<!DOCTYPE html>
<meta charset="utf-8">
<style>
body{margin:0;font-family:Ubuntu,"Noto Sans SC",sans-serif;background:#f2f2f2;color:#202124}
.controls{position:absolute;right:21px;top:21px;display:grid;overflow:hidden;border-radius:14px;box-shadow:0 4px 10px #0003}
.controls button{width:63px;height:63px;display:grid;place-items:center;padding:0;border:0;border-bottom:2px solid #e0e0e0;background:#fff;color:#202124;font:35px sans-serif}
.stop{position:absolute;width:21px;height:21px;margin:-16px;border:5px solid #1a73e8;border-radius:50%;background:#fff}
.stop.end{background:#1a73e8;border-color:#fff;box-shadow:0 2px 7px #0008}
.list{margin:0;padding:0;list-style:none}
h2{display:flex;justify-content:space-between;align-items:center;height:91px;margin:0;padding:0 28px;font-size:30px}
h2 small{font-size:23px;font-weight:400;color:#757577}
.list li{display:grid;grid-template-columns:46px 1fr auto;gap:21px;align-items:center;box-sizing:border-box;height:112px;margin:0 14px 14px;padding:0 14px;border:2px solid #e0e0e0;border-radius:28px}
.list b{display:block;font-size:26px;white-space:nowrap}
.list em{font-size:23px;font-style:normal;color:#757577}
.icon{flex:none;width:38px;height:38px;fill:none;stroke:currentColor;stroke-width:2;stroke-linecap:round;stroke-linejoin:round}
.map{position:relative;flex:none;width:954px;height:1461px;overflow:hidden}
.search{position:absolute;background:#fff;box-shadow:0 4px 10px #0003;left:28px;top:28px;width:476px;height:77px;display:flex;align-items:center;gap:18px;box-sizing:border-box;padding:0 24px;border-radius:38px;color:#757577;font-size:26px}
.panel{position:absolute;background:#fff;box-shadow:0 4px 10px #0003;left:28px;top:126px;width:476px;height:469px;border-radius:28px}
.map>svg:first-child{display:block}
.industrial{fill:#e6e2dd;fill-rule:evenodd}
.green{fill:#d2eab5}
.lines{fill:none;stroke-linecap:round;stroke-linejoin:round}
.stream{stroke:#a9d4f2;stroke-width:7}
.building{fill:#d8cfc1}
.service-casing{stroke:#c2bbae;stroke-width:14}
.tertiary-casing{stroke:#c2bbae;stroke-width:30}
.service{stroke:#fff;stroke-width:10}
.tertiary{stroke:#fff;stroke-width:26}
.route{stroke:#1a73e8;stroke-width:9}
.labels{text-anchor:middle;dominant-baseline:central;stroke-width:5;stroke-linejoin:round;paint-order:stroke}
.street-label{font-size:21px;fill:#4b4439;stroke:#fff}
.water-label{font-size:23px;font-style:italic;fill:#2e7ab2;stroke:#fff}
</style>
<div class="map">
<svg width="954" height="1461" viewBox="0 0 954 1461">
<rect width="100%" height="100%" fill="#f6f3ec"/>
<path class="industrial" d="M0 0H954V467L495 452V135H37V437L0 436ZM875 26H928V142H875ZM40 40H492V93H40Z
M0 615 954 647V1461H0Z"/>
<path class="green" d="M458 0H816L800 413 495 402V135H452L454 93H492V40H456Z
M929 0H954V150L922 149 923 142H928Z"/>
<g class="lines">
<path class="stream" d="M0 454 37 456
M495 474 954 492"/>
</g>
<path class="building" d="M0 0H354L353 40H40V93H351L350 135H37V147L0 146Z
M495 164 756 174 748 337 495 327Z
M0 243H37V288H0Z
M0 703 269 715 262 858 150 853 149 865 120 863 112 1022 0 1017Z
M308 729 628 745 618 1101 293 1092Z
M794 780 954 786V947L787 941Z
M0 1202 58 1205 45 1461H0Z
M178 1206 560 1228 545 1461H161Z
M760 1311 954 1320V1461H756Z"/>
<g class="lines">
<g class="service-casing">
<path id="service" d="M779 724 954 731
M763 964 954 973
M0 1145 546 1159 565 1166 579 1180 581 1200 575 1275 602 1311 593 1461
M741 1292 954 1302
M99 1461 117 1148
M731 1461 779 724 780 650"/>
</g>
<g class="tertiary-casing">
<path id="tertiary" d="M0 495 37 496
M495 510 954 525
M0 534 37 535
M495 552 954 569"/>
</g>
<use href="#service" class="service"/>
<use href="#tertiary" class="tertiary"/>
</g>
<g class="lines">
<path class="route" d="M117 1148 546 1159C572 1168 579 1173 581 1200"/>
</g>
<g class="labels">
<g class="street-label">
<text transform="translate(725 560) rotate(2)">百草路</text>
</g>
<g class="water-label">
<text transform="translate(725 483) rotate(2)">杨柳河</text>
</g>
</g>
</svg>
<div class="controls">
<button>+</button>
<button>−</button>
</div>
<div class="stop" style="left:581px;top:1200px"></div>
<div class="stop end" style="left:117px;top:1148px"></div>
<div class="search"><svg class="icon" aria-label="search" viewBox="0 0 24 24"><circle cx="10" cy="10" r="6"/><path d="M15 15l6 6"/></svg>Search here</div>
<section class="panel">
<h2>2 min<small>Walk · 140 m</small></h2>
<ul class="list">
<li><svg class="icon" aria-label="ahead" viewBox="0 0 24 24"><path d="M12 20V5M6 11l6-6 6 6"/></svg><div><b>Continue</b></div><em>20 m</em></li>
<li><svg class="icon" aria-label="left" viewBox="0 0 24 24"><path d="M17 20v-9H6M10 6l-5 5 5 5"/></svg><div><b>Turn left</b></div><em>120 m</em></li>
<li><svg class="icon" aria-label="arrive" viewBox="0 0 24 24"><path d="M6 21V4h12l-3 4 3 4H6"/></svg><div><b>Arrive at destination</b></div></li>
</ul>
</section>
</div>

### WORK TO BE COMPLETED
Only the last part of the records is wanted. Repeat it exactly, beginning at the line containing "M495 510 954 525" and ending at the final line.

### RESPONSE
M495 510 954 525
M0 534 37 535
M495 552 954 569"/>
</g>
<use href="#service" class="service"/>
<use href="#tertiary" class="tertiary"/>
</g>
<g class="lines">
<path class="route" d="M117 1148 546 1159C572 1168 579 1173 581 1200"/>
</g>
<g class="labels">
<g class="street-label">
<text transform="translate(725 560) rotate(2)">百草路</text>
</g>
<g class="water-label">
<text transform="translate(725 483) rotate(2)">杨柳河</text>
</g>
</g>
</svg>
<div class="controls">
<button>+</button>
<button>−</button>
</div>
<div class="stop" style="left:581px;top:1200px"></div>
<div class="stop end" style="left:117px;top:1148px"></div>
<div class="search"><svg class="icon" aria-label="search" viewBox="0 0 24 24"><circle cx="10" cy="10" r="6"/><path d="M15 15l6 6"/></svg>Search here</div>
<section class="panel">
<h2>2 min<small>Walk · 140 m</small></h2>
<ul class="list">
<li><svg class="icon" aria-label="ahead" viewBox="0 0 24 24"><path d="M12 20V5M6 11l6-6 6 6"/></svg><div><b>Continue</b></div><em>20 m</em></li>
<li><svg class="icon" aria-label="left" viewBox="0 0 24 24"><path d="M17 20v-9H6M10 6l-5 5 5 5"/></svg><div><b>Turn left</b></div><em>120 m</em></li>
<li><svg class="icon" aria-label="arrive" viewBox="0 0 24 24"><path d="M6 21V4h12l-3 4 3 4H6"/></svg><div><b>Arrive at destination</b></div></li>
</ul>
</section>
</div>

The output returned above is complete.